◆ WORK TASK:
Every line of the entries below that includes "controls" belongs in the answer, copied as written.

(Dataset entries)
════
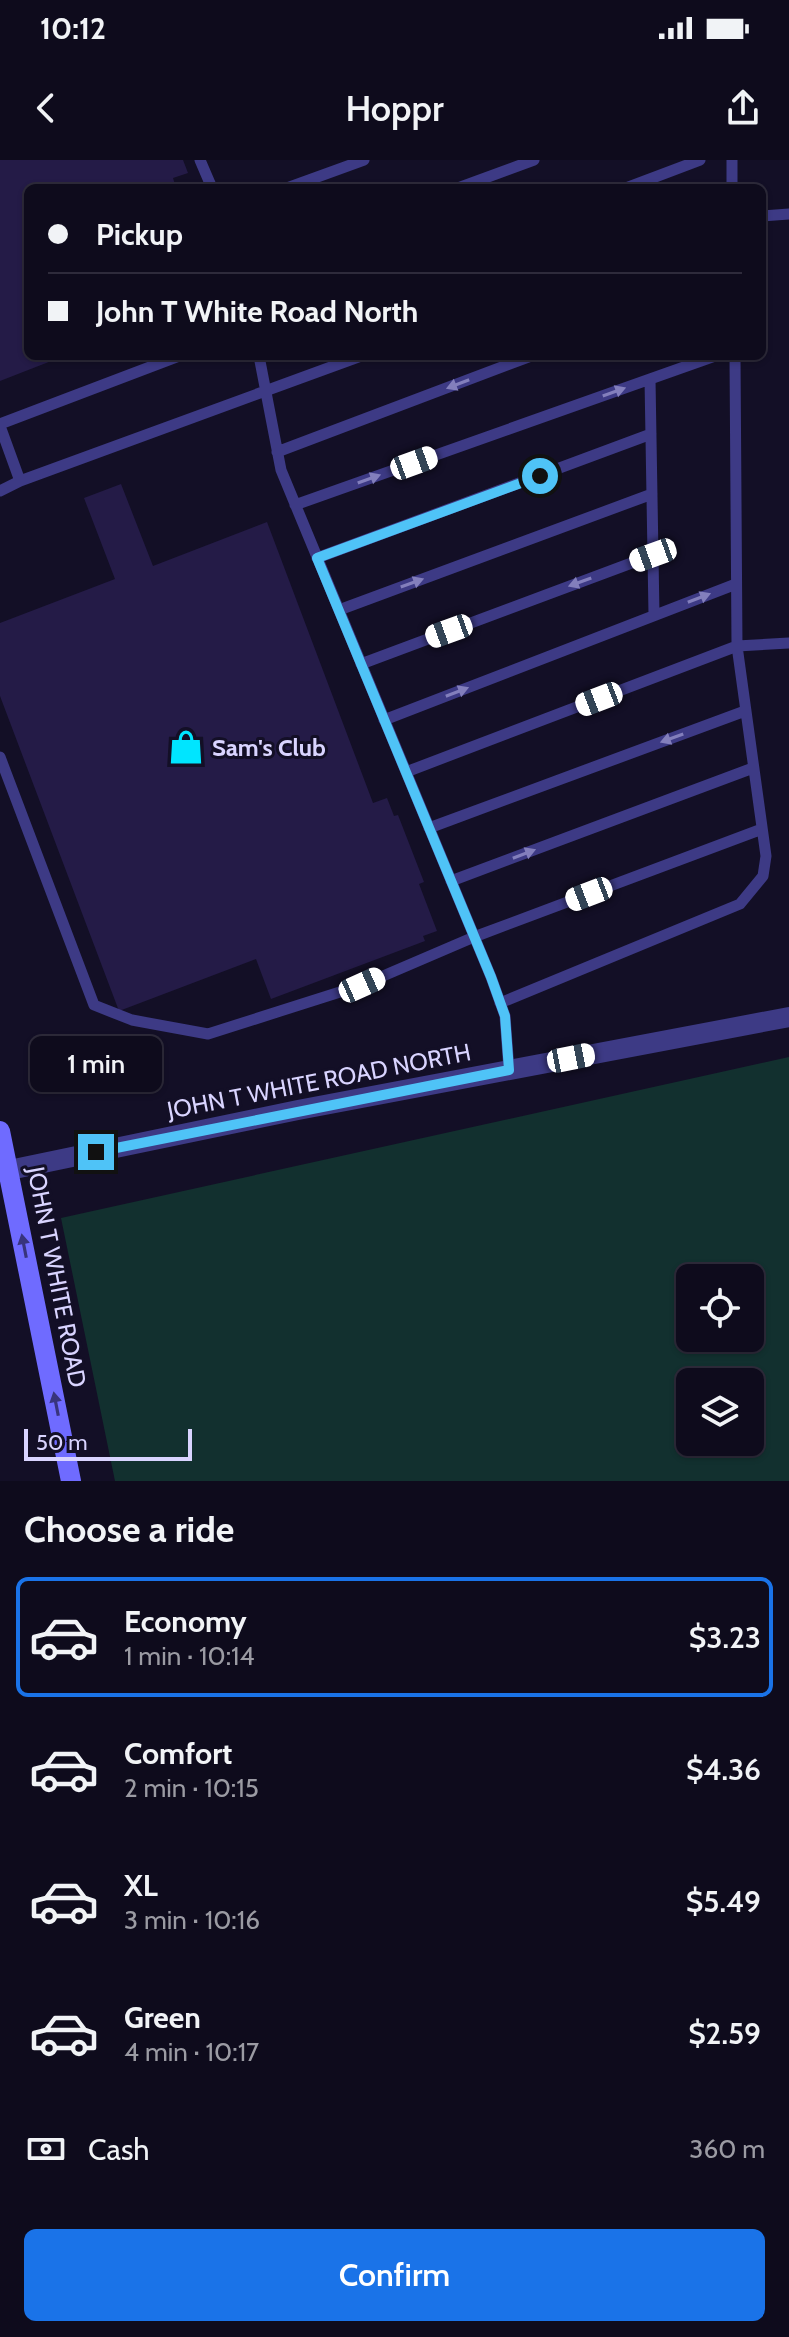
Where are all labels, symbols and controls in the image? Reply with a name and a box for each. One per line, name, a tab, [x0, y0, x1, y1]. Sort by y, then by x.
text: 10:12	[40, 10, 106, 47]
icon: back	[24, 86, 68, 130]
text: Hoppr	[345, 86, 444, 130]
icon: share	[721, 86, 765, 130]
text: Pickup	[96, 216, 183, 253]
text: John T White Road North	[96, 293, 418, 330]
one-way arrow	[446, 378, 470, 390]
one-way arrow	[602, 385, 626, 398]
car	[387, 444, 441, 482]
route start	[522, 458, 558, 494]
one-way arrow	[357, 472, 381, 485]
car	[626, 536, 680, 574]
one-way arrow	[400, 576, 424, 589]
one-way arrow	[568, 577, 592, 589]
one-way arrow	[687, 591, 711, 604]
car	[422, 612, 476, 650]
car	[572, 679, 626, 719]
one-way arrow	[445, 685, 469, 698]
shop icon: Sam's Club	[167, 728, 205, 766]
place label: Sam's Club	[212, 733, 326, 762]
one-way arrow	[660, 733, 684, 745]
one-way arrow	[512, 847, 536, 860]
car	[562, 874, 616, 914]
car	[335, 964, 389, 1006]
callout: 1 min	[30, 1036, 162, 1092]
street label: JOHN T WHITE ROAD NORTH	[164, 1037, 473, 1125]
car	[545, 1042, 597, 1074]
text: 1 min	[67, 1048, 125, 1080]
route end	[78, 1134, 114, 1170]
street label: JOHN T WHITE ROAD	[21, 1163, 93, 1390]
one-way arrow	[17, 1233, 30, 1258]
map controls	[676, 1264, 764, 1456]
button: locate	[676, 1264, 764, 1352]
button: layers	[676, 1368, 764, 1456]
one-way arrow	[49, 1392, 61, 1417]
scale bar	[24, 1425, 192, 1461]
text: 50 m	[36, 1429, 88, 1456]
text: Choose a ride	[24, 1507, 234, 1551]
icon: car	[28, 1601, 100, 1673]
text: Economy	[124, 1603, 247, 1640]
text: $3.23	[689, 1619, 761, 1656]
text: 1 min · 10:14	[124, 1640, 255, 1672]
icon: car	[28, 1733, 100, 1805]
text: Comfort	[124, 1735, 232, 1772]
text: $4.36	[686, 1751, 761, 1788]
text: 2 min · 10:15	[124, 1772, 259, 1804]
icon: car	[28, 1865, 100, 1937]
text: XL	[124, 1867, 158, 1904]
text: $5.49	[686, 1883, 761, 1920]
text: 3 min · 10:16	[124, 1904, 260, 1936]
icon: car	[28, 1997, 100, 2069]
text: Green	[124, 1999, 201, 2036]
text: $2.59	[688, 2015, 761, 2052]
text: 4 min · 10:17	[124, 2036, 259, 2068]
icon: cash	[24, 2127, 68, 2171]
text: Cash	[88, 2131, 150, 2168]
text: 360 m	[689, 2133, 765, 2165]
button: Confirm	[24, 2229, 765, 2321]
════
◆ PROBLEM SOLUTION:
Where are all labels, symbols and controls in the image? Reply with a name and a box for each. One per line, name, a tab, [x0, y0, x1, y1]. Sort by y, then by x.
map controls	[676, 1264, 764, 1456]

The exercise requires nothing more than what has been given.